Saved data entries:
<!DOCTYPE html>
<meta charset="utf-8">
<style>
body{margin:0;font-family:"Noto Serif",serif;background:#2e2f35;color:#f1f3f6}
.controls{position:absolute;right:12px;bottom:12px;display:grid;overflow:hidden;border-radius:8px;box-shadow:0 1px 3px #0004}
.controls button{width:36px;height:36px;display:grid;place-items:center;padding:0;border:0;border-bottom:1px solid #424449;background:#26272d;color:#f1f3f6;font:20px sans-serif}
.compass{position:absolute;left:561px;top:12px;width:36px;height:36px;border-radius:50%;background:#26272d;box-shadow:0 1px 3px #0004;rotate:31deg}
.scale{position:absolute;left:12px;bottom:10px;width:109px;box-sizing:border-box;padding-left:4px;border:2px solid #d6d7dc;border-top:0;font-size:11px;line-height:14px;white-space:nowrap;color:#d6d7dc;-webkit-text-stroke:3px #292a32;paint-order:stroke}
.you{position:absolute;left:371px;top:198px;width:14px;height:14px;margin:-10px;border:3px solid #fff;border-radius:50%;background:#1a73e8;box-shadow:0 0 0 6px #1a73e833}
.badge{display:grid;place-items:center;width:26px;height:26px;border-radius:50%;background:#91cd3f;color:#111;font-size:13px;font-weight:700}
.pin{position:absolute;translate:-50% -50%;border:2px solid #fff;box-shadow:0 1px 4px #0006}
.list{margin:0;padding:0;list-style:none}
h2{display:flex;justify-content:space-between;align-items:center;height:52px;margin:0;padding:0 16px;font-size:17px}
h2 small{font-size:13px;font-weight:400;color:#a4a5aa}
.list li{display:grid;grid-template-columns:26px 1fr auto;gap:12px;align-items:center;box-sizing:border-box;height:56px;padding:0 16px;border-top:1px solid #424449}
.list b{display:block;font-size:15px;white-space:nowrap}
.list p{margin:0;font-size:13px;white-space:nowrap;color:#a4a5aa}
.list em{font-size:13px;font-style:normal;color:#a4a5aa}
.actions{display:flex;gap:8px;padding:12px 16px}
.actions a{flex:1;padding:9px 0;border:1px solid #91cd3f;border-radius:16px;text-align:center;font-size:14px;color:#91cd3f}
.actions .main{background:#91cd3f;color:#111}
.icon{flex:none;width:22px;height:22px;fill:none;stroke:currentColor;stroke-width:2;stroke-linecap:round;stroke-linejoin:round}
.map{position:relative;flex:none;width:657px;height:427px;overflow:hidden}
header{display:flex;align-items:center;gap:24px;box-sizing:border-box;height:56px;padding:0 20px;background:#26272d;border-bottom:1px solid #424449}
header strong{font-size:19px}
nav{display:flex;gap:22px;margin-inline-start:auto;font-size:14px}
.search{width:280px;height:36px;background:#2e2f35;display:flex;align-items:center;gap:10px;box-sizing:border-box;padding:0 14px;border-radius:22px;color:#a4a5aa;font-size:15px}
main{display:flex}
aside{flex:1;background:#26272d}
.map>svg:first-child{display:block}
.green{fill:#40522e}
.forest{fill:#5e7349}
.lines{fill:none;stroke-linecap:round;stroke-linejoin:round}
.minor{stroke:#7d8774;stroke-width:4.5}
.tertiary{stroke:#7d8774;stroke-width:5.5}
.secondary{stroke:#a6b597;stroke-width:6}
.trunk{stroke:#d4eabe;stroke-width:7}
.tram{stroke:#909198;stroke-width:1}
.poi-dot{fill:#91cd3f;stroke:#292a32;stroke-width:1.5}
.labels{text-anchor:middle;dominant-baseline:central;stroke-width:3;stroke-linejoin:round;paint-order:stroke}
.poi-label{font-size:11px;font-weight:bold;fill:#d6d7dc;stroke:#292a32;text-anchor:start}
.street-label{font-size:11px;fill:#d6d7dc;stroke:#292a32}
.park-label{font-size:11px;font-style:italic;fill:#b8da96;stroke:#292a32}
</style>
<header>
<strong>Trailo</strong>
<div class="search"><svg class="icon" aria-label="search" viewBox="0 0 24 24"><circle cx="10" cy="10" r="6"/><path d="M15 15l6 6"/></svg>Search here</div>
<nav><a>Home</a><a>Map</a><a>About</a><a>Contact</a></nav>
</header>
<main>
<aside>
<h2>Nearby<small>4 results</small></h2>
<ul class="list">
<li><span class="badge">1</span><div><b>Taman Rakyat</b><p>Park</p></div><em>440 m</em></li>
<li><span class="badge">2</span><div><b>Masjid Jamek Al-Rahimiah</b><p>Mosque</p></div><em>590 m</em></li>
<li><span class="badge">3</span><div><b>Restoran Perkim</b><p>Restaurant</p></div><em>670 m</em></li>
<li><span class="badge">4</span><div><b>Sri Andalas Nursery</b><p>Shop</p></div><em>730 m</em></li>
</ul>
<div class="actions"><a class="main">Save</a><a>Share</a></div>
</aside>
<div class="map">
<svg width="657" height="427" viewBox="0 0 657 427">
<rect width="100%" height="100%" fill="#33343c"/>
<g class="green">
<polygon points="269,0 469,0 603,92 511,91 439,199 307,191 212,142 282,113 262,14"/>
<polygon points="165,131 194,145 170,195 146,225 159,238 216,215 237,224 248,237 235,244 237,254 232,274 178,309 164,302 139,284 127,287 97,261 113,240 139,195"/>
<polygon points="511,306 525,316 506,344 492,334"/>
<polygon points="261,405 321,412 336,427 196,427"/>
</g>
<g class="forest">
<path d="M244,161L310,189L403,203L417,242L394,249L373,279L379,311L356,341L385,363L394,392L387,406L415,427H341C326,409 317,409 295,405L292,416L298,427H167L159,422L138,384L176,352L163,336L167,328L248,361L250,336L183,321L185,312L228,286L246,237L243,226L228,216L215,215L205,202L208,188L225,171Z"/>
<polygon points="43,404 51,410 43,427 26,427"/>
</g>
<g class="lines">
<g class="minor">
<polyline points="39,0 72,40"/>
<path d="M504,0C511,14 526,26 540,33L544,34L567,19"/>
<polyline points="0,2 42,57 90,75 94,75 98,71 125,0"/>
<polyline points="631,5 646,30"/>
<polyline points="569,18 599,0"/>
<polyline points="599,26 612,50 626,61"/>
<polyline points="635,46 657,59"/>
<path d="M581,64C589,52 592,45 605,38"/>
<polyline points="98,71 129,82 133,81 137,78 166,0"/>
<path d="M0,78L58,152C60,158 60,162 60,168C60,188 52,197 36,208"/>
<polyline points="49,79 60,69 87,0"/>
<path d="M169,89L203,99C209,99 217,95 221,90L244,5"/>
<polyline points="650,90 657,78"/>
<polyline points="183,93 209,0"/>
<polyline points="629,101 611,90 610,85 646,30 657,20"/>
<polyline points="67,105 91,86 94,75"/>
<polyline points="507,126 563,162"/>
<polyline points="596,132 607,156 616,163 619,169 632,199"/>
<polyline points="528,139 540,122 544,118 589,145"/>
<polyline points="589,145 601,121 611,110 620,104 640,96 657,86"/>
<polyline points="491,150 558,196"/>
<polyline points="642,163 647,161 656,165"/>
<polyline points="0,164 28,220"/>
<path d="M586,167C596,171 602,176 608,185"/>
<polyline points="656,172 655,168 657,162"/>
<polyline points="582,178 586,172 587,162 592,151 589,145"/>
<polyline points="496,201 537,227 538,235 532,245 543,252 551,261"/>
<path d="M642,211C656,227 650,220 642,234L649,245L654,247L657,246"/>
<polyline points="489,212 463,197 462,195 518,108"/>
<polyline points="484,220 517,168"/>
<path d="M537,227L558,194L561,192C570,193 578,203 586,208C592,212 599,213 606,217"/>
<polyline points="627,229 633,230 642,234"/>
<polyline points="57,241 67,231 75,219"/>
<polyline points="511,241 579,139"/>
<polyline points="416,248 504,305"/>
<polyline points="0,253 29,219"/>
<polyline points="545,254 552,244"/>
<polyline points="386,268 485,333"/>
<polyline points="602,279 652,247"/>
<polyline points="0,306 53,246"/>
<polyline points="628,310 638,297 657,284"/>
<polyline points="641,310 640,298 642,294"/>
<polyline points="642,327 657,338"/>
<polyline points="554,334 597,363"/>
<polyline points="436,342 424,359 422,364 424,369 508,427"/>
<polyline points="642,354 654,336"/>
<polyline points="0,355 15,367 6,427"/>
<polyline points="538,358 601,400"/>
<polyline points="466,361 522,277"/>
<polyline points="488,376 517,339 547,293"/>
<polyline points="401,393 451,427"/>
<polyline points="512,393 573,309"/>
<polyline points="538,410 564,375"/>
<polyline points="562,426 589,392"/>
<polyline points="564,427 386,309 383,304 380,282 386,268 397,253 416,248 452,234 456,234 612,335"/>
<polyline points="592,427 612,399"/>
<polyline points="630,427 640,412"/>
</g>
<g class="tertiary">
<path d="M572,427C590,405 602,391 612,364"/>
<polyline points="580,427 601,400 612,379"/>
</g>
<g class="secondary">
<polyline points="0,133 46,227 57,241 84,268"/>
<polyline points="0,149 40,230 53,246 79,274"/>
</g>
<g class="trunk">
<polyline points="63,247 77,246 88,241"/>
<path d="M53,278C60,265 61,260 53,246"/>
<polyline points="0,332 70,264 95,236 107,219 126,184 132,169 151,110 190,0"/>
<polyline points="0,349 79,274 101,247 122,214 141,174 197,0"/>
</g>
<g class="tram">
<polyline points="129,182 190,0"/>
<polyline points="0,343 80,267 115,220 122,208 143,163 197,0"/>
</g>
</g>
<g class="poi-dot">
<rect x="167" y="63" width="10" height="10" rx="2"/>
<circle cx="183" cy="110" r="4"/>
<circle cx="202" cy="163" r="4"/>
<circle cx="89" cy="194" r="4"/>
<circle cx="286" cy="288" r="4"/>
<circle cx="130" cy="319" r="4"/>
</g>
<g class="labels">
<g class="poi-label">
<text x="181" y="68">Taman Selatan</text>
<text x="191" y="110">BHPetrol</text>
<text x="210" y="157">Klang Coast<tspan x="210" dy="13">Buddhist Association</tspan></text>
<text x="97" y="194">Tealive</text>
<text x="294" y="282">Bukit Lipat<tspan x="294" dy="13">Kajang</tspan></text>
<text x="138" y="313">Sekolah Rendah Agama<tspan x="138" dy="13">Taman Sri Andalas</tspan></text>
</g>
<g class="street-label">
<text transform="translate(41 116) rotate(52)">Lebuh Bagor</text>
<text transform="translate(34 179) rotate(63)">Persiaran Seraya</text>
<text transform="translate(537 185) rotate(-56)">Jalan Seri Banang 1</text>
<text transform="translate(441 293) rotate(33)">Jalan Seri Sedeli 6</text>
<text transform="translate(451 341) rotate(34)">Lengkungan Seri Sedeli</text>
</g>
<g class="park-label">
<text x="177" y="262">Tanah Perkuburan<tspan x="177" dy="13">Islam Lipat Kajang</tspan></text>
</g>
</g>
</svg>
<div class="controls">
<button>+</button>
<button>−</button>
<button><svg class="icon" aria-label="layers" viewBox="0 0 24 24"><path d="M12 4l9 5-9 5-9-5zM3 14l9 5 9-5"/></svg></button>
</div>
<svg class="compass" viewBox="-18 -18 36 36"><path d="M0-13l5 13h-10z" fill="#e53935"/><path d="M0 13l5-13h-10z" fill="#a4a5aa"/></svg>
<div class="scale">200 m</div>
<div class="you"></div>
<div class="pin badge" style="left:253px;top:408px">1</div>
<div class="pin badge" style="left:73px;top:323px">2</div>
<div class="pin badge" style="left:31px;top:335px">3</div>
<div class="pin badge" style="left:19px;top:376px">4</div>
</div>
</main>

...

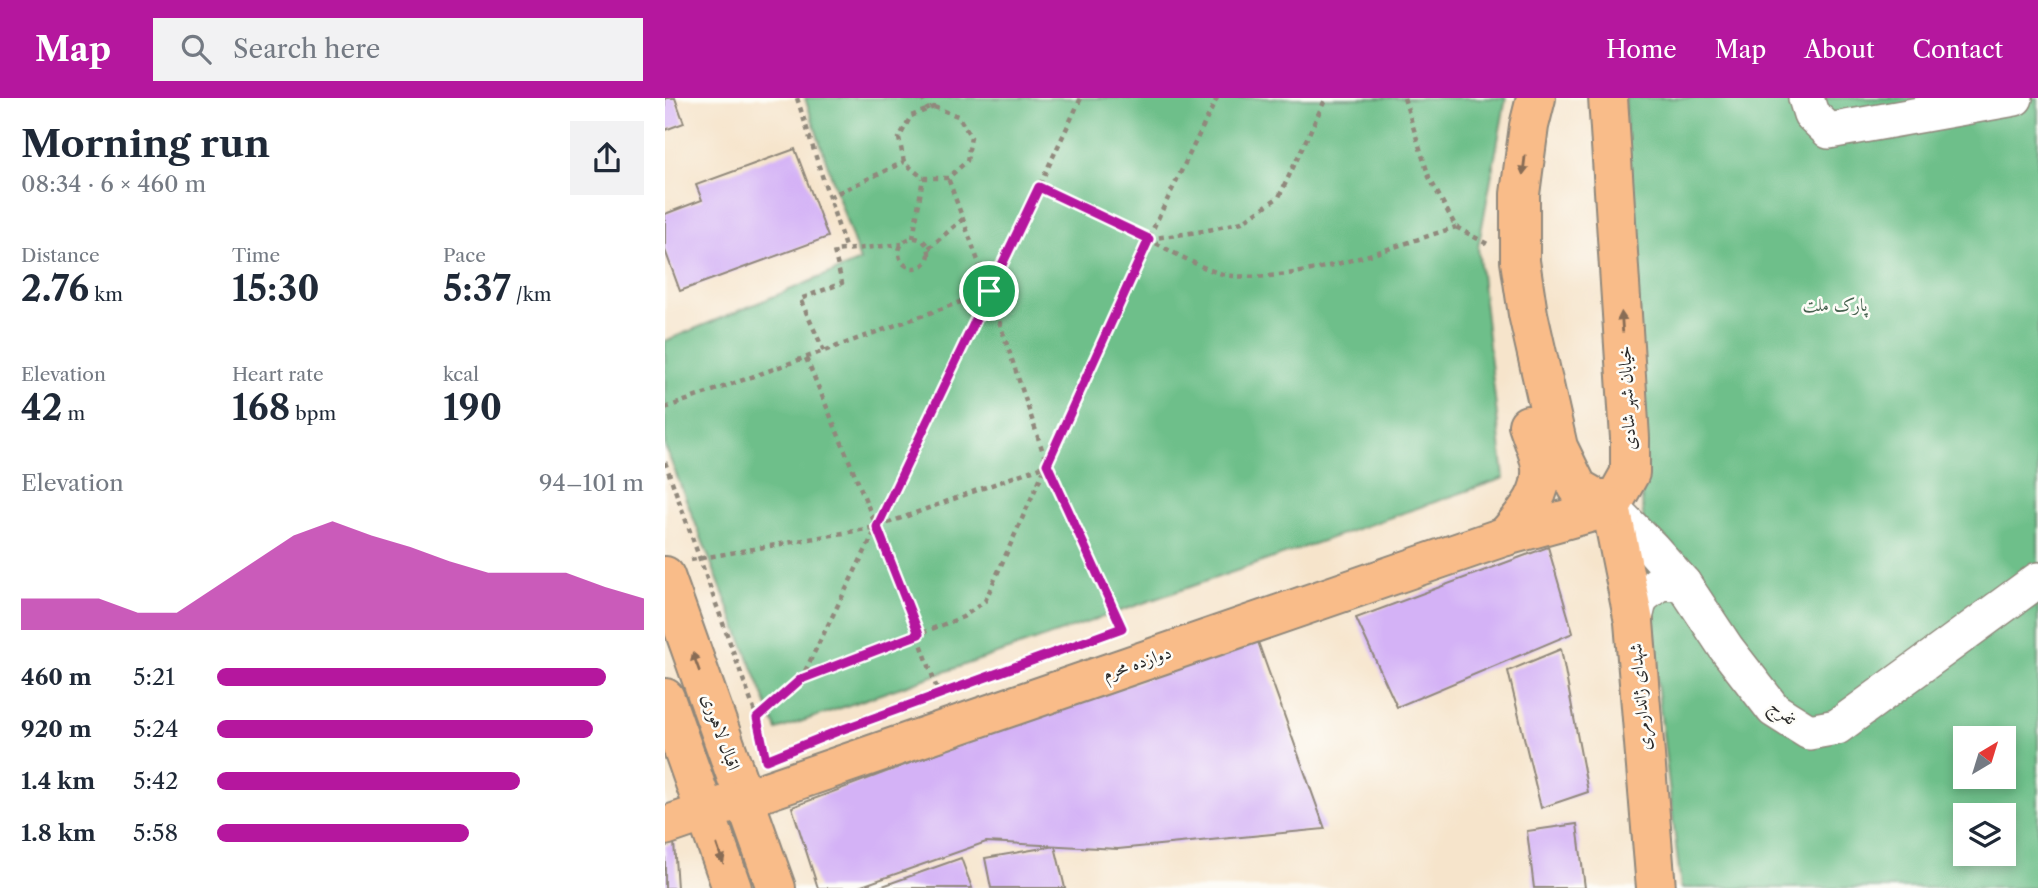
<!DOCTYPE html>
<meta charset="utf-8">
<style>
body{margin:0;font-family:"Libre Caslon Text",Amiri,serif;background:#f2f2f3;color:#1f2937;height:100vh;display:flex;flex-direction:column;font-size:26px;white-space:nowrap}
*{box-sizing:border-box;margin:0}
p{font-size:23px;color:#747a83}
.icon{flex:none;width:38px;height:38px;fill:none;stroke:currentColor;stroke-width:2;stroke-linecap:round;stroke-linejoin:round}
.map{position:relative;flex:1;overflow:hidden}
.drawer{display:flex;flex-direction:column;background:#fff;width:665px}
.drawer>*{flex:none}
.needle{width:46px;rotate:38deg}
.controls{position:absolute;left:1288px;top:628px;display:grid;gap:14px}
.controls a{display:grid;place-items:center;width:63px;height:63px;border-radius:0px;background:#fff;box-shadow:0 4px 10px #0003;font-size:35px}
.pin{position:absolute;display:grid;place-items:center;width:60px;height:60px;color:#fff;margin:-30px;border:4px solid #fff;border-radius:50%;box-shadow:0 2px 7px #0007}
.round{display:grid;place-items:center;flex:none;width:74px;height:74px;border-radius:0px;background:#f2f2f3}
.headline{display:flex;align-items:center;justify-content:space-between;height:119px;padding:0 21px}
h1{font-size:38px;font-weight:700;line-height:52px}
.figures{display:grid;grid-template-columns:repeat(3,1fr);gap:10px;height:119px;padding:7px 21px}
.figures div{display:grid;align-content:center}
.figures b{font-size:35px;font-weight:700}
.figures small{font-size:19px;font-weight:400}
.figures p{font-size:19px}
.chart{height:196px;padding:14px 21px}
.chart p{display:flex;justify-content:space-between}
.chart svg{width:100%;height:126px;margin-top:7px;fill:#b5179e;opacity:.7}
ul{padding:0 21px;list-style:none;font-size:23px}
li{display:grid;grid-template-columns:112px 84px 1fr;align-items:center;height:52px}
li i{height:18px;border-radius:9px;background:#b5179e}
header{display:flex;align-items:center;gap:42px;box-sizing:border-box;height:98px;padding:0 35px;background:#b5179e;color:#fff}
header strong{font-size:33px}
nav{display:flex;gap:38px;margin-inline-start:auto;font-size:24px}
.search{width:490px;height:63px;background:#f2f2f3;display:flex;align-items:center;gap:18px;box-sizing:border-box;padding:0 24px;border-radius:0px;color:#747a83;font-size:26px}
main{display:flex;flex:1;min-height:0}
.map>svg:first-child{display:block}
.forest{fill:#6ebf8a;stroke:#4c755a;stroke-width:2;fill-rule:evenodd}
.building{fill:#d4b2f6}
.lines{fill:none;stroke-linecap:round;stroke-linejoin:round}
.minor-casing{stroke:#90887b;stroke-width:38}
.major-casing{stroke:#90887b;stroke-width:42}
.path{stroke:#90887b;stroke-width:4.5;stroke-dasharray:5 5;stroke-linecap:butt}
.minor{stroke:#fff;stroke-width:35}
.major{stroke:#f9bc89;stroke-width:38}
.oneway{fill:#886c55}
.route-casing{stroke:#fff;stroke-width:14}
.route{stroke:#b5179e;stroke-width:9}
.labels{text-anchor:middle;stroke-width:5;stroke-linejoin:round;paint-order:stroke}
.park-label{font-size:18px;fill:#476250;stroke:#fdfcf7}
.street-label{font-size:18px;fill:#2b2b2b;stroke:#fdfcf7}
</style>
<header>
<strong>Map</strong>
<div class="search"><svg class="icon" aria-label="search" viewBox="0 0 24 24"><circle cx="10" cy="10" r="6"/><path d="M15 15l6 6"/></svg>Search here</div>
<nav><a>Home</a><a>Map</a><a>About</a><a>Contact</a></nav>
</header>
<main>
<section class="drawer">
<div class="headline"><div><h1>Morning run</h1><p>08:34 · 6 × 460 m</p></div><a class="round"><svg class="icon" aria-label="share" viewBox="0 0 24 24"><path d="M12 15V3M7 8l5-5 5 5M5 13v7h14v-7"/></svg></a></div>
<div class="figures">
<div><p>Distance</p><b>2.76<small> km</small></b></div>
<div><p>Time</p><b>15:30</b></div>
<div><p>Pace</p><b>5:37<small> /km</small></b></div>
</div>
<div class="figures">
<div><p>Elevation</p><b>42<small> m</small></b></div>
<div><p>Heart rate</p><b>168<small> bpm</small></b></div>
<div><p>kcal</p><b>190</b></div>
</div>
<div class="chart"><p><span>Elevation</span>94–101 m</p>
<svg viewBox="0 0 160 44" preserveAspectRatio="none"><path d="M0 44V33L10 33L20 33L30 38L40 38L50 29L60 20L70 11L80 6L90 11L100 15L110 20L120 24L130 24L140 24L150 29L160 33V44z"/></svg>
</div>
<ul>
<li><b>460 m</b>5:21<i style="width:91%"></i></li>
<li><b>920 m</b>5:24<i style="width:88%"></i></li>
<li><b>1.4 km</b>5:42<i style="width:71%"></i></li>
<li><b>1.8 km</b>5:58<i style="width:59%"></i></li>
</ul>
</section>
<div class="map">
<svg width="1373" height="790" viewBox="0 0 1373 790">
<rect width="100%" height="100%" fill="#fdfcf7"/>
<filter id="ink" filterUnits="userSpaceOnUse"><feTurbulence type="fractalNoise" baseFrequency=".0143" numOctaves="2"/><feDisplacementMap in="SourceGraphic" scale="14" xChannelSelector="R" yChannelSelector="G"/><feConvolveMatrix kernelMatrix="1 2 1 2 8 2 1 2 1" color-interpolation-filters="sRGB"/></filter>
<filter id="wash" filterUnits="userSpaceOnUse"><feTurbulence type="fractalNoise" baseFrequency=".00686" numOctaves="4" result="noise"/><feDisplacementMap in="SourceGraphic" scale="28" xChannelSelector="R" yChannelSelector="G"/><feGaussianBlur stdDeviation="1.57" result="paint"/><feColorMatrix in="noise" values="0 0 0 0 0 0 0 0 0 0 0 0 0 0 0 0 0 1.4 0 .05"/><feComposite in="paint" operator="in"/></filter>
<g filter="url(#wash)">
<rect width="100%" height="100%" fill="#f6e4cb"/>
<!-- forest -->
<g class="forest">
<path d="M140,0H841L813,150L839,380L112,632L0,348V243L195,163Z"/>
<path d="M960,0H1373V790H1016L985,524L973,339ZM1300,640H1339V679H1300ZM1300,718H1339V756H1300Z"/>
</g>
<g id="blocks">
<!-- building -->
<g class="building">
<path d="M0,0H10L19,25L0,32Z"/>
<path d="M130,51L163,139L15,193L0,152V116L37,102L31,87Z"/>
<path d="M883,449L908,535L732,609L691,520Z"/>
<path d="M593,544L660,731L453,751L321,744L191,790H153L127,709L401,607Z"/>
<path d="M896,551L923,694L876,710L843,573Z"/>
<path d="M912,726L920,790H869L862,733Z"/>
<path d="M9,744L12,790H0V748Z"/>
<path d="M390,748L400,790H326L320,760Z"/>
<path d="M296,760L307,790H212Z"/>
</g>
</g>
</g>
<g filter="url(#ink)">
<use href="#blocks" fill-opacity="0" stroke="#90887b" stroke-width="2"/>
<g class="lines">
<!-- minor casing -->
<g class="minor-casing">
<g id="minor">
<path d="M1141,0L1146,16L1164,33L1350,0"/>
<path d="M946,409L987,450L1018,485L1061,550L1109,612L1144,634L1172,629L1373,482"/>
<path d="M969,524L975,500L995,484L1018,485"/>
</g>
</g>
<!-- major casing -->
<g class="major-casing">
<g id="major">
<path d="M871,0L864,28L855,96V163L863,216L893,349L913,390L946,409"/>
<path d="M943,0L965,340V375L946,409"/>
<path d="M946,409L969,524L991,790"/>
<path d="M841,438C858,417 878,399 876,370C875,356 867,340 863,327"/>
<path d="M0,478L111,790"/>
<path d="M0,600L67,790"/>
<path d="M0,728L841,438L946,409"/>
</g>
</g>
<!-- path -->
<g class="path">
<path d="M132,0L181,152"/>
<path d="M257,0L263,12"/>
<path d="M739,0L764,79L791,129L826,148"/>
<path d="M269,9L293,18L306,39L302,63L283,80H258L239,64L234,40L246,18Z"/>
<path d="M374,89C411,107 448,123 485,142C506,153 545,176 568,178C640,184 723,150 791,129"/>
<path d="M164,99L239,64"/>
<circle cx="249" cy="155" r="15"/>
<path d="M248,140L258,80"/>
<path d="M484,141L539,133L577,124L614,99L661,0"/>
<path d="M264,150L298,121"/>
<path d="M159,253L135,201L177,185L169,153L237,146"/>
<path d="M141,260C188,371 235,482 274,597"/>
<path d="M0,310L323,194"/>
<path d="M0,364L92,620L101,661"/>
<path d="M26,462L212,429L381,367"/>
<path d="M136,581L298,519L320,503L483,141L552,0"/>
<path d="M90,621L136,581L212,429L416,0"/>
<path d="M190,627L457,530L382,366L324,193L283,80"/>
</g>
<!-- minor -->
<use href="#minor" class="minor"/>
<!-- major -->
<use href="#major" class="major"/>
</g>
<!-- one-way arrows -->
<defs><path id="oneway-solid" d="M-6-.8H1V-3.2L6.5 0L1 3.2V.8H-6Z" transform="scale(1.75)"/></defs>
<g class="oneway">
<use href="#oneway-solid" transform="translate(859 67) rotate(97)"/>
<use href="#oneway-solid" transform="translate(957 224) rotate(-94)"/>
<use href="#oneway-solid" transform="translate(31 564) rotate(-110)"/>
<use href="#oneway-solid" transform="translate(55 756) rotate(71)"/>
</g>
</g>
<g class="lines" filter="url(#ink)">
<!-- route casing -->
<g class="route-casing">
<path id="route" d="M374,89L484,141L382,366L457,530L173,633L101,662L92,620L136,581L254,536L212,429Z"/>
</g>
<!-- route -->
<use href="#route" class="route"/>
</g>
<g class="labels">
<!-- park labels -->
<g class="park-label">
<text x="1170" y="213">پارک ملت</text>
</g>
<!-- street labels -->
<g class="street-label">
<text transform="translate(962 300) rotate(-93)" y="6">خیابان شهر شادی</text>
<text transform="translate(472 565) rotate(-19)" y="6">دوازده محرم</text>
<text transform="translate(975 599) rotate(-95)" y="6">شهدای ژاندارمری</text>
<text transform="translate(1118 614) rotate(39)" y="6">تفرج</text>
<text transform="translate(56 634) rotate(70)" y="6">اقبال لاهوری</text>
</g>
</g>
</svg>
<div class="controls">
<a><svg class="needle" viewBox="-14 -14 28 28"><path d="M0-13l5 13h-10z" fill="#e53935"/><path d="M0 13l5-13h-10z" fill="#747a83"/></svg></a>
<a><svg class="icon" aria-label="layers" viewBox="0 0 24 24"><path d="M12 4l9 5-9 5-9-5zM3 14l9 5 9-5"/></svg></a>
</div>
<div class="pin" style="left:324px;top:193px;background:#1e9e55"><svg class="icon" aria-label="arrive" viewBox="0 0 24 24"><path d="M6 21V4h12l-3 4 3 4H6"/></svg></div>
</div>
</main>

Work item - Go through the data and show every line where "feDisplacementMap" occurs.

The answer -
<filter id="ink" filterUnits="userSpaceOnUse"><feTurbulence type="fractalNoise" baseFrequency=".0143" numOctaves="2"/><feDisplacementMap in="SourceGraphic" scale="14" xChannelSelector="R" yChannelSelector="G"/><feConvolveMatrix kernelMatrix="1 2 1 2 8 2 1 2 1" color-interpolation-filters="sRGB"/></filter>
<filter id="wash" filterUnits="userSpaceOnUse"><feTurbulence type="fractalNoise" baseFrequency=".00686" numOctaves="4" result="noise"/><feDisplacementMap in="SourceGraphic" scale="28" xChannelSelector="R" yChannelSelector="G"/><feGaussianBlur stdDeviation="1.57" result="paint"/><feColorMatrix in="noise" values="0 0 0 0 0 0 0 0 0 0 0 0 0 0 0 0 0 1.4 0 .05"/><feComposite in="paint" operator="in"/></filter>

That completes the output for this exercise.